Learning to Rebalance Multi-Modal Optimization by Adaptively Masking Subnetworks
Yang Yang, Hongpeng Pan, Qing-Yuan Jiang, Yi Xu, Jinghui Tang
TL;DR
The paper tackles modality imbalance in multi-modal learning by moving from global, modal-level gradient control to fine-grained, element-wise updates through Adaptively Mask Subnetworks (AMSS). By quantifying modal significance via a variational mutual information rate and focusing updates on selectively sampled subnetworks guided by Fisher information, AMSS rebalances learning across modalities; AMSS+ further introduces an unbiased masking scheme to improve convergence. The authors provide theoretical convergence analyses under biased and unbiased gradient scenarios and demonstrate substantial empirical gains across diverse datasets and backbones, including transformer-based architectures.

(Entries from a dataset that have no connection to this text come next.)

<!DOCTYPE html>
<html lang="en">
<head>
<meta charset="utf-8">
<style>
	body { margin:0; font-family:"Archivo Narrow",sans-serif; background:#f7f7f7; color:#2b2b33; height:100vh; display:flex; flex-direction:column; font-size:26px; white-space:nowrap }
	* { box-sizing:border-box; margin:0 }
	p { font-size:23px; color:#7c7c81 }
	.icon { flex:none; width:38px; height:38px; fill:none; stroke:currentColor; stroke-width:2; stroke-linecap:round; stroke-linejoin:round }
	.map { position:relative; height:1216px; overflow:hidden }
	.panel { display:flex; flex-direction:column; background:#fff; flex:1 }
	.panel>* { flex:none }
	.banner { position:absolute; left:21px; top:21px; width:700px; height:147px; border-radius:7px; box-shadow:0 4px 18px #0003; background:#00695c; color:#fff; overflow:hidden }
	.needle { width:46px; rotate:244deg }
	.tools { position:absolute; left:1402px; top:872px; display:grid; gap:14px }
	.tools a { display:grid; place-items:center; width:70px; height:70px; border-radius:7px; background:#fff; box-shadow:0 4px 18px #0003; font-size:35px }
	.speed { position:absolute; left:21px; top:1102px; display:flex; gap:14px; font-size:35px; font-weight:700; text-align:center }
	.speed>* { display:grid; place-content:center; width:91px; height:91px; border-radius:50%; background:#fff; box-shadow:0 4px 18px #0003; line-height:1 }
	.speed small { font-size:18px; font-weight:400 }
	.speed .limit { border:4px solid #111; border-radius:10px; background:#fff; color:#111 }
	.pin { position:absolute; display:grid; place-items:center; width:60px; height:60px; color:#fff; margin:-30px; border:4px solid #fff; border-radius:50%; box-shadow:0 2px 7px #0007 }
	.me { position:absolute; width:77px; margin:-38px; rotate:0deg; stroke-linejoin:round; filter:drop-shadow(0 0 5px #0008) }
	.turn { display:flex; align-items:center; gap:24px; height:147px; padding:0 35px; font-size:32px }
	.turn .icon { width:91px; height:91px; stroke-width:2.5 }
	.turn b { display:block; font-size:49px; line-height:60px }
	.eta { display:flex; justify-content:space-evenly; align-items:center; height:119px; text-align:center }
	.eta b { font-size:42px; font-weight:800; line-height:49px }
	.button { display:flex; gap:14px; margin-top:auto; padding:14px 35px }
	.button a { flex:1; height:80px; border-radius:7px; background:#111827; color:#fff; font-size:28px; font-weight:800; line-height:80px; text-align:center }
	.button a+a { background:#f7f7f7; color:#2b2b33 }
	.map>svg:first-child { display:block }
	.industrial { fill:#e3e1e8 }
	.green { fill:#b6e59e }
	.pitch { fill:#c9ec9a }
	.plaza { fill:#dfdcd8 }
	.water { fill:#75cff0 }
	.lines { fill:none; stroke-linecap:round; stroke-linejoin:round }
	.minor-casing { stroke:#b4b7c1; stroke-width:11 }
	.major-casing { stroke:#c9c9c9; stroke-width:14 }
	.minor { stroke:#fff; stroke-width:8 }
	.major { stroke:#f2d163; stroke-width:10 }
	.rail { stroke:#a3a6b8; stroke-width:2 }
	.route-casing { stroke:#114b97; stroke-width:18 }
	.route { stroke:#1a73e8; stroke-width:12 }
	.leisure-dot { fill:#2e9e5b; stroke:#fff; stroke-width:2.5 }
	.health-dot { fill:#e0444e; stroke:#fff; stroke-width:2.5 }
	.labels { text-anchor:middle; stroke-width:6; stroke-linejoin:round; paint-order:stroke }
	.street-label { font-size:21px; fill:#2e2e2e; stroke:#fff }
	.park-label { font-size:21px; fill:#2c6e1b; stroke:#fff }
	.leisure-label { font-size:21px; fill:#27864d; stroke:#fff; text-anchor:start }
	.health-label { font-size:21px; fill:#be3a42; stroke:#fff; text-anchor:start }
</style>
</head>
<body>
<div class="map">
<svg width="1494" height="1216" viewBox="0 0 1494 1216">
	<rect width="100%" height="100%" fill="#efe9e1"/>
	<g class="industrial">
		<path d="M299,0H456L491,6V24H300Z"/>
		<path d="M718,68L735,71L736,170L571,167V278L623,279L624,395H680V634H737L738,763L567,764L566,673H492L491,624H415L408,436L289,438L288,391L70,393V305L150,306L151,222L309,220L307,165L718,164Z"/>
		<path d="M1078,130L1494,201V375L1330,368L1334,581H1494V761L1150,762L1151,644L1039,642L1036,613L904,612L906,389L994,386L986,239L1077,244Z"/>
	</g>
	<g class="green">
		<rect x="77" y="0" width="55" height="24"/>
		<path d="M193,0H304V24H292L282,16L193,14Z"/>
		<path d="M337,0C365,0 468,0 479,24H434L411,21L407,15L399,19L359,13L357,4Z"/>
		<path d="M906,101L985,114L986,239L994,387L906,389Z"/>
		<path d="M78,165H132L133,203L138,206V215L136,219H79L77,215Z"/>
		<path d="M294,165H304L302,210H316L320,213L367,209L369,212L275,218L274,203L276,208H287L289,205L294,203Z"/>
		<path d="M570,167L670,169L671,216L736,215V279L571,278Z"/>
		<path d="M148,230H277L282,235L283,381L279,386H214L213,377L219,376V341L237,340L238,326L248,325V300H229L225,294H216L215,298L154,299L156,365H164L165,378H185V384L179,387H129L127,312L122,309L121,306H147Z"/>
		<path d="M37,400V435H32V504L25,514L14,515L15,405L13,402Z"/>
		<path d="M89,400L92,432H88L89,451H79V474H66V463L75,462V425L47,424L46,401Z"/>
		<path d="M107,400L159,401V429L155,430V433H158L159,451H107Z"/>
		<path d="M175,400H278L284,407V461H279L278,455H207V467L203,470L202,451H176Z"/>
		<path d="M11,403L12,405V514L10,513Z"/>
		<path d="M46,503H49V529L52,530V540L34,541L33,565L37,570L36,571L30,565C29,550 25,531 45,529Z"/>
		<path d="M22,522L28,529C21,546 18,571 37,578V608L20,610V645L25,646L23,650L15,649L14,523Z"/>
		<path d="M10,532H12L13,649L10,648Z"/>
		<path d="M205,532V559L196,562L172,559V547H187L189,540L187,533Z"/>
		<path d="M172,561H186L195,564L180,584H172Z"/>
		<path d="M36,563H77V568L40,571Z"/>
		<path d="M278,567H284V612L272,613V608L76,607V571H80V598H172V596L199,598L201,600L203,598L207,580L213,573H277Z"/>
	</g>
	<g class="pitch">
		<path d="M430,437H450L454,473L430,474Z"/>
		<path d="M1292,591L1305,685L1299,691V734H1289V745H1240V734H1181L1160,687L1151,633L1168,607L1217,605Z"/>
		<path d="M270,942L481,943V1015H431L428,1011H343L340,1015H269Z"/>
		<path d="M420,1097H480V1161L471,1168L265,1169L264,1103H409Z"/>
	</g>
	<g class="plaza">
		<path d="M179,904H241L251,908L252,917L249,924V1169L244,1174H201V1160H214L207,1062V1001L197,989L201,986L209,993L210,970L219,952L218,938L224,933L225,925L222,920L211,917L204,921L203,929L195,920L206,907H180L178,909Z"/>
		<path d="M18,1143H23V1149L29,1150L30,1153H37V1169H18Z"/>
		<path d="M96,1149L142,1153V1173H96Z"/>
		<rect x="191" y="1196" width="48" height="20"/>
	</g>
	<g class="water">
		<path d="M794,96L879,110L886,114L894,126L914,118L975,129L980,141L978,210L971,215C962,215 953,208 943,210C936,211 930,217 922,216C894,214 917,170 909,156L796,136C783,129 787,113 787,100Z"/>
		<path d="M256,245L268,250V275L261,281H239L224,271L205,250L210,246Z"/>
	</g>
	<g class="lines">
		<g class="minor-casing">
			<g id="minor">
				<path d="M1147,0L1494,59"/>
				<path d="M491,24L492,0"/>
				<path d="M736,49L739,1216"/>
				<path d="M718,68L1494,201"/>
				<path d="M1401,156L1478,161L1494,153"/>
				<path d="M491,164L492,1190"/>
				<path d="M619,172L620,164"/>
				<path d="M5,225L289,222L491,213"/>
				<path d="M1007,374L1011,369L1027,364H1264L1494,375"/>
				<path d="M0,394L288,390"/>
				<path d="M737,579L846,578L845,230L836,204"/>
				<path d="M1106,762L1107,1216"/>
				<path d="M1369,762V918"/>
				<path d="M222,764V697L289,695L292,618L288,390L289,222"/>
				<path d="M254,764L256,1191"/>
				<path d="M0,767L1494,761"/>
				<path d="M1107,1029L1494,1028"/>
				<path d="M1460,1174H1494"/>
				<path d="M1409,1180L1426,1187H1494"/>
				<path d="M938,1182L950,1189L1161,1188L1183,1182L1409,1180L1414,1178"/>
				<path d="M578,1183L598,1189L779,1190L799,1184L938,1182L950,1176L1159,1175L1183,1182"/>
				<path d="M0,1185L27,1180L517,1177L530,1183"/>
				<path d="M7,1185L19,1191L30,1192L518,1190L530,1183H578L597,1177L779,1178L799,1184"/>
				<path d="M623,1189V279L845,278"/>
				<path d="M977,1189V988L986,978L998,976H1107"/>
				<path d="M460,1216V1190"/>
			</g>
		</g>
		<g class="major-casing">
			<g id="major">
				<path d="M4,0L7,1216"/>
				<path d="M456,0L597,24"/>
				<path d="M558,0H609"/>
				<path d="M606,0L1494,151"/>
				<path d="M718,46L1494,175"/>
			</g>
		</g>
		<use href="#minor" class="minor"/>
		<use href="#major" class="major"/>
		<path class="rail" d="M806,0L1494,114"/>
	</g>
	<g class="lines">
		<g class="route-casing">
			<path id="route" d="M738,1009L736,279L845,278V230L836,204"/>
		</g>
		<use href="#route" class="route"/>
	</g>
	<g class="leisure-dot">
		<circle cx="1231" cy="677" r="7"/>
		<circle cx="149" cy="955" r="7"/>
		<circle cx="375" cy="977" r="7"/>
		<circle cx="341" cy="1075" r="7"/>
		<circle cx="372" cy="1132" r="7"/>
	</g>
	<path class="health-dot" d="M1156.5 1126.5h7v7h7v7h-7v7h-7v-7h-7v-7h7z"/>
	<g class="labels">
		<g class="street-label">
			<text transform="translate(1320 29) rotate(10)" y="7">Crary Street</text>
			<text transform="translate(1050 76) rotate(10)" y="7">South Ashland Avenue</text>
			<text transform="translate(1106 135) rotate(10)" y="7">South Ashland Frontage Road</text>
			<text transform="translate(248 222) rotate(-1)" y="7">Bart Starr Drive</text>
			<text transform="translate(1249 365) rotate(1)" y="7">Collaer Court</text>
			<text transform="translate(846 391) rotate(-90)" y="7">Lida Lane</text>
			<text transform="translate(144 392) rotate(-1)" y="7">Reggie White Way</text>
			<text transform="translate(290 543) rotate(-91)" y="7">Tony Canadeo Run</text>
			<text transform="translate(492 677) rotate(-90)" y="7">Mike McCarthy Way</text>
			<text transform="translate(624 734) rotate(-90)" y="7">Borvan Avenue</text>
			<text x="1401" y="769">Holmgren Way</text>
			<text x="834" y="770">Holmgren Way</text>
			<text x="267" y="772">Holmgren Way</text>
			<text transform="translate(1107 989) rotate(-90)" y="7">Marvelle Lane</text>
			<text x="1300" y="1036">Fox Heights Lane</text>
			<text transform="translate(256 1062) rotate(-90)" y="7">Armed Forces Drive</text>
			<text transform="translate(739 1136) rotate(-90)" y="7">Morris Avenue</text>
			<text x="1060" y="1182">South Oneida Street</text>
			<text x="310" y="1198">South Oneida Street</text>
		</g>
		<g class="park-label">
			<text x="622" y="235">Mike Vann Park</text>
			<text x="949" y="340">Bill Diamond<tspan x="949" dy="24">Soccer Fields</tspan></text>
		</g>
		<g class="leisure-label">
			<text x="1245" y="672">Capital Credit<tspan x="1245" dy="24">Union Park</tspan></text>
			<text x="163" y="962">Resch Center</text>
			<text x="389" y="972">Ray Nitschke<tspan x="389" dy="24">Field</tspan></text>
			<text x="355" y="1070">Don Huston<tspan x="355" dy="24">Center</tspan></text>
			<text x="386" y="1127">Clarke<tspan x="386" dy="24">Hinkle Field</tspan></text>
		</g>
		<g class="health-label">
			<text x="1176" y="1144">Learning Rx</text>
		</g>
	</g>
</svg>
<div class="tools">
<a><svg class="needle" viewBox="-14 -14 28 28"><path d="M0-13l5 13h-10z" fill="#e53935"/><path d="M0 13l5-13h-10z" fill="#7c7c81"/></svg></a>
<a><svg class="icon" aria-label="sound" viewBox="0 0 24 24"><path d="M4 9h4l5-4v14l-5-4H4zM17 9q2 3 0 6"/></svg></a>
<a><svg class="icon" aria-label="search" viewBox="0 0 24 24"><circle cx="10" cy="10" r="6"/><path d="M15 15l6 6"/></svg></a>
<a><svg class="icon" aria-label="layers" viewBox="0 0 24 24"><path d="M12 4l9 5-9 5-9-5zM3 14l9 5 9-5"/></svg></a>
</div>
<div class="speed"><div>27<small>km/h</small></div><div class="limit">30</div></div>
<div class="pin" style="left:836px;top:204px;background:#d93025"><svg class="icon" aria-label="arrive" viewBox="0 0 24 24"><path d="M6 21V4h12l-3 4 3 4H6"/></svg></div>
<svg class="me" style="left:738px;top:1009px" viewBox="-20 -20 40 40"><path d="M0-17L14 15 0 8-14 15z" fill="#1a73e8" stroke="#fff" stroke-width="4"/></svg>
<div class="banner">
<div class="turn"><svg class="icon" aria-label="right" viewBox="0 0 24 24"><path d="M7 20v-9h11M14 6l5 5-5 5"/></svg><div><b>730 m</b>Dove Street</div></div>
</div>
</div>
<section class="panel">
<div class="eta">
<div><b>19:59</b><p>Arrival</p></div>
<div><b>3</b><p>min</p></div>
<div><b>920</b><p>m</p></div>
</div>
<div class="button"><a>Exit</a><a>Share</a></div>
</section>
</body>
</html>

The approach is presented as a versatile plug-in to existing multi-modal models, improving the utilization of non-dominant modalities with robust performance gains and sound theoretical guarantees.
Abstract
Multi-modal learning aims to enhance performance by unifying models from various modalities but often faces the "modality imbalance" problem in real data, leading to a bias towards dominant modalities and neglecting others, thereby limiting its overall effectiveness. To address this challenge, the core idea is to balance the optimization of each modality to achieve a joint optimum. Existing approaches often employ a modal-level control mechanism for adjusting the update of each modal parameter. However, such a global-wise updating mechanism ignores the different importance of each parameter. Inspired by subnetwork optimization, we explore a uniform sampling-based optimization strategy and find it more effective than global-wise updating. According to the findings, we further propose a novel importance sampling-based, element-wise joint optimization method, called Adaptively Mask Subnetworks Considering Modal Significance(AMSS). Specifically, we incorporate mutual information rates to determine the modal significance and employ non-uniform adaptive sampling to select foreground subnetworks from each modality for parameter updates, thereby rebalancing multi-modal learning. Additionally, we demonstrate the reliability of the AMSS strategy through convergence analysis. Building upon theoretical insights, we further enhance the multi-modal mask subnetwork strategy using unbiased estimation, referred to as AMSS+. Extensive experiments reveal the superiority of our approach over comparison methods.